She declined to explain her disappearance, but did agree to let her family have her contact info, police said

By Adam Carlson Hilary Shenfeld
March 26, 2016 10:15 AM
Courtesy Doe Network

An Indiana woman missing since 1974 and presumed dead by her family was discovered Thursday in a small Texas town, living under an alias, state police said.

Lula Ann Gillespie-Miller, 69, was found in south Texas after she had been tracked down by Indiana State Police, who worked on her case for more than two years, according to a Thursday news release.

“It is believed that she had at times lived under an alias, but also along the way had been married and remarried,” Indiana State Police Sgt. John Bowling tells PEOPLE.

When found this week, Gillespie-Miller declined to explain her disappearance, but did provide her contact info to her daughter, Tammy Miller.

The news that her mother had been found alive came as a huge shock to Miller and left her reeling with a range of feelings, friend Debby Dyer tells PEOPLE.

“She was just hurt and angry and happy she was alive,” Dyer says. “She’s going through a roller coaster of emotions.”

Miller was just a young girl when her mother left, and doesn’t remember her, Dyer says: “Her entire life, she assumed this whole time her mother was dead.”

Gillespie-Miller was reported missing soon after she gave birth to her third child, when she walked away from her Laurel home and was never seen again, state police said in the release. She “felt she was too young to be a mother at the time,” police said.

Before disappearing, she “signed her children over to her parents,” police said.

The last time her family said they heard from her was in 1975, in a letter sent from Richmond, Indiana, police said.

Indiana State Police said their detective assumed the case in January 2014, after the Pendleton Post was contacted by the Doe Network, an organization that works on behalf of missing and unidentified persons.

While Detective Sergeant Scott Jarvis pursued a possible connection to a still-unidentified female body found in Richmond in 1975, “the investigation led [him] in a different direction,” police said.

“He began to investigate the trail of a woman with similarities to Lula Gillespie-Miller, who had lived in Tennessee in the 1980s, then later in Texas.
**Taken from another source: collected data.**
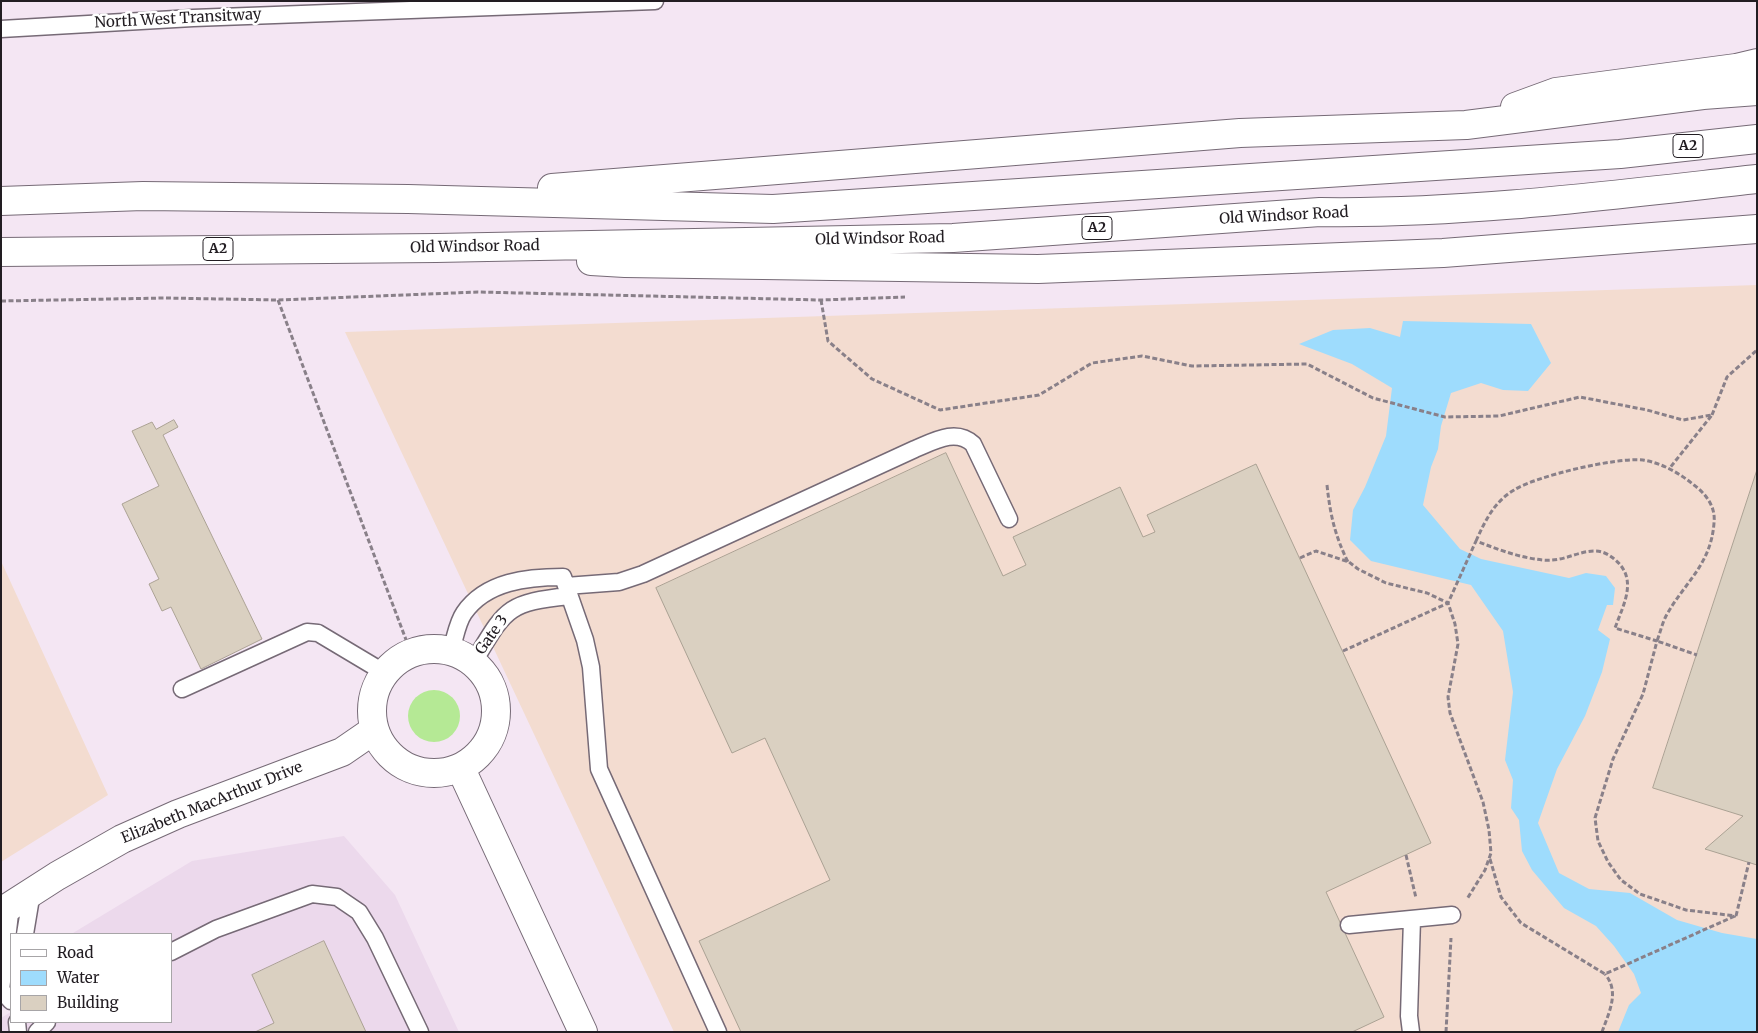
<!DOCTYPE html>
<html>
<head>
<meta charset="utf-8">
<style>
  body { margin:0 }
  #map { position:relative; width:1758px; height:1033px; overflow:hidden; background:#f4e6f3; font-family:Merriweather,serif }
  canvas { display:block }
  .frame { position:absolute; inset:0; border:2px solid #221d22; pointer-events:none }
  .legend { position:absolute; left:10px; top:933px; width:162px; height:90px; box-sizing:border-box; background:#fff; border:1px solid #a7a5a7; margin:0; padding:6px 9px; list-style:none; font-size:15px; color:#221d22 }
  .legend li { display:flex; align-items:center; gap:10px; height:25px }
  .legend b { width:25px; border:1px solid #a7a5a7 }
</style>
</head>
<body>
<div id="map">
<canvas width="1758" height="1033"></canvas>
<div class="frame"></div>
<ul class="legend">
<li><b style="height:6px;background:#fff"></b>Road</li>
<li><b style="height:14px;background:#9edcfd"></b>Water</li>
<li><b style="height:14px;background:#dad0c1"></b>Building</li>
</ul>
</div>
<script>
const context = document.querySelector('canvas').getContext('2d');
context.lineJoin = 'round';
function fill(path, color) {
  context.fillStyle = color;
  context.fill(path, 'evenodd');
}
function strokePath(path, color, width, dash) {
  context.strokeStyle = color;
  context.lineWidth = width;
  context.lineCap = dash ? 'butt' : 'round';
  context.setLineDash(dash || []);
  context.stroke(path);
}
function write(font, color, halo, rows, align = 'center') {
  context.font = font + ' Merriweather,serif';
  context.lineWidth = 5;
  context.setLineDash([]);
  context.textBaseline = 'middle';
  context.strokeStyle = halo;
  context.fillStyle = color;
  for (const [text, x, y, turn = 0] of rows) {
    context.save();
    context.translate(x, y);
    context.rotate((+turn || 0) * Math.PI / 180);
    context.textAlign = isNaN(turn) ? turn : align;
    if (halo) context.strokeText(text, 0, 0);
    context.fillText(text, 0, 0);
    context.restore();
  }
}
fill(new Path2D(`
  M1757 285V1032H674L345 332Z
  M1 561 108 795 1 862Z`), '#f3dcd0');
fill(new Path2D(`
  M344 836 395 895 459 1032H1V1018L11 1012V1022H171V934L73 933 192 861Z`), '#ecd9ec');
fill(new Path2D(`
  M408 716a26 26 0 1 1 52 0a26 26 0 1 1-52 0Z`), '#b5e995');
fill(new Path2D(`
  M1403 321 1531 324 1551 363 1528 391 1503 390 1481 383 1451 393 1441 426 1438 449 1431 467 1423 505 1460 549 1481 559 1569 578 1586 573 1606 576 1615 588 1613 605H1607L1598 630 1610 639 1602 672 1585 716 1557 769 1538 823 1559 873 1589 889 1630 893 1677 920 1722 933 1757 939V1032H1618L1629 1005 1641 993 1634 974 1614 946 1596 926 1564 908 1532 870 1522 851 1519 820 1511 808 1513 780 1505 760 1513 692 1503 631 1471 585 1371 561 1350 540 1353 510 1365 487 1386 436 1392 388 1352 364 1299 344 1333 330 1370 328 1400 337Z`), '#9edcfd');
const building = new Path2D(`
  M174 420 178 427 163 435 262 639 201 669 171 607 162 611 149 584 159 579 122 504 159 486 132 431 152 422 156 429Z
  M946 453 1003 576 1026 565 1013 537 1120 487 1143 537 1155 532 1147 515 1256 464 1431 843 1326 892 1384 1017 1352 1032H741L699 941 830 880 765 738 732 753 656 588Z
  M1757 470V865L1705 849 1743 816 1653 788Z
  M324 941 366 1032H255L274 1023 252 975Z`);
fill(building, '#dad0c1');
strokePath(building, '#aba294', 1);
const service = new Path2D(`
  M1 29 193 18 655 1
  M566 586 619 582 643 574 915 449C934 441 956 428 973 444L1009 519
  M451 650C455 639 457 623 464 613 486 581 528 577 563 577L585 640 591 667 599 769 718 1032
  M473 663C506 609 505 603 569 596
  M182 689 307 632 318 633 385 673
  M1349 925 1452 915
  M25 934 32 892
  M171 952 216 929 312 894 337 897 359 912 375 938 420 1032
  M11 1001 1 990 11 905
  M17 1022 18 1032
  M37 1032 47 1022
  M1411 1032 1409 1016 1412 919`);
const minor = new Path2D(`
  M372 711a62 62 0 1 1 124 0a62 62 0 1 1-124 0Z
  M461 769 583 1032
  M1 912 57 876 122 839 178 814 342 752 374 730`);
const trunk = new Path2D(`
  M1515 107 1556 92 1736 68 1757 63
  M552 188 1240 133 1466 125 1703 95 1757 91
  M1 201 143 196 408 199 773 209 1620 154 1757 139
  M1 252 436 248 953 238 1320 212C1467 214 1612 195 1757 179
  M591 261 625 263 1038 269 1443 253 1757 229`);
strokePath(service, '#766a76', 19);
strokePath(minor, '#766a76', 30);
strokePath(trunk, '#766a76', 30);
strokePath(new Path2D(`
  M278 300 411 653
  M821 300 828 341 872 379 940 410 1039 395 1092 363 1142 356 1192 366 1307 364 1373 398 1445 417 1499 416 1580 397 1647 410 1683 420 1712 415 1669 469
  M1 301 165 298 278 300 478 292 821 300 905 297
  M1712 415 1727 377 1757 350
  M1327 485C1330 514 1335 536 1348 562
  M1476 541C1485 521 1494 502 1514 490 1536 476 1617 457 1643 460 1662 463 1679 473 1694 485 1706 494 1716 507 1714 523 1711 565 1684 583 1666 616 1662 624 1660 633 1657 641L1697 655
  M1300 558 1316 551 1349 562 1358 569 1386 583 1427 593 1448 603 1455 624 1458 644 1448 697 1450 713 1483 802 1489 830 1491 853 1485 870 1467 899
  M1343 651 1448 603 1476 541C1497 549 1520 558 1543 560 1564 562 1577 551 1595 551 1602 551 1608 554 1613 558 1639 578 1624 603 1615 628L1657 641 1643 694 1613 759 1595 818 1598 841 1608 862 1621 880 1640 894 1686 910 1736 916
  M1406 855 1416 898
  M1490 859 1501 897 1521 923 1605 974 1735 916
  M1736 916 1749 862
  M1446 1032 1451 938
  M1602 1032C1609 1012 1620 992 1605 974`), '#898089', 3, [5, 2.5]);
strokePath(service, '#fff', 16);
strokePath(minor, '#fff', 28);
strokePath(trunk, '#fff', 28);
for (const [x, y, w] of [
  [1688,146,30],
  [1097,228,30],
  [218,249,30]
]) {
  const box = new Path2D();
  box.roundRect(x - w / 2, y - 11.5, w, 23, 4);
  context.fillStyle = '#fff';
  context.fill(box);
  strokePath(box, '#221d22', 1);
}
write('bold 14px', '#221d22', null, [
  ["A2",1688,146],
  ["A2",1097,228],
  ["A2",218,249]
]);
write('15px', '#221d22', '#fff', [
  ["North West Transitway",178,19,-3],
  ["Old Windsor Road",1284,216,-3],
  ["Old Windsor Road",880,239,-1],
  ["Old Windsor Road",475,247,-1],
  ["Gate 3",492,635,-55],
  ["Elizabeth MacArthur Drive",212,803,-22]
]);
</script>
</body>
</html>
Further investigation led Jarvis to a woman living in a small town in south Texas since the 1990s, possibly still living under an alias,” police said.

On Thursday, Texas Rangers, via Jarvis, contacted Gillespie-Miller at her home, where she confirmed her identity, police said, and agreed to allow her contact info to be released to her family.

Gillespie-Miller “could offer no explanation as to why she left her Indiana life behind,” police said – but wanted to make clear she “did not commit any crime by leaving her home in 1974, and still reserves the right to remain anonymous.”

Now Miller is now struggling with knowing the disappearance was a conscious choice, Doe Network head Todd Matthews tells PEOPLE.

But Miller is keeping an open mind because she doesn’t know why her mother left, he says. “It could be everything from trying to escape some type of family situation they feel is impossible, to mental illness to crime,” he says. “She might have been trying to protect her children for all we know.”

The two women might reunite someday, but so far nothing is planned, he says.

Bowling, with the state police, tells PEOPLE, “While Lula agreed to her information being given to her daughter, it doesn’t mean things will work out.”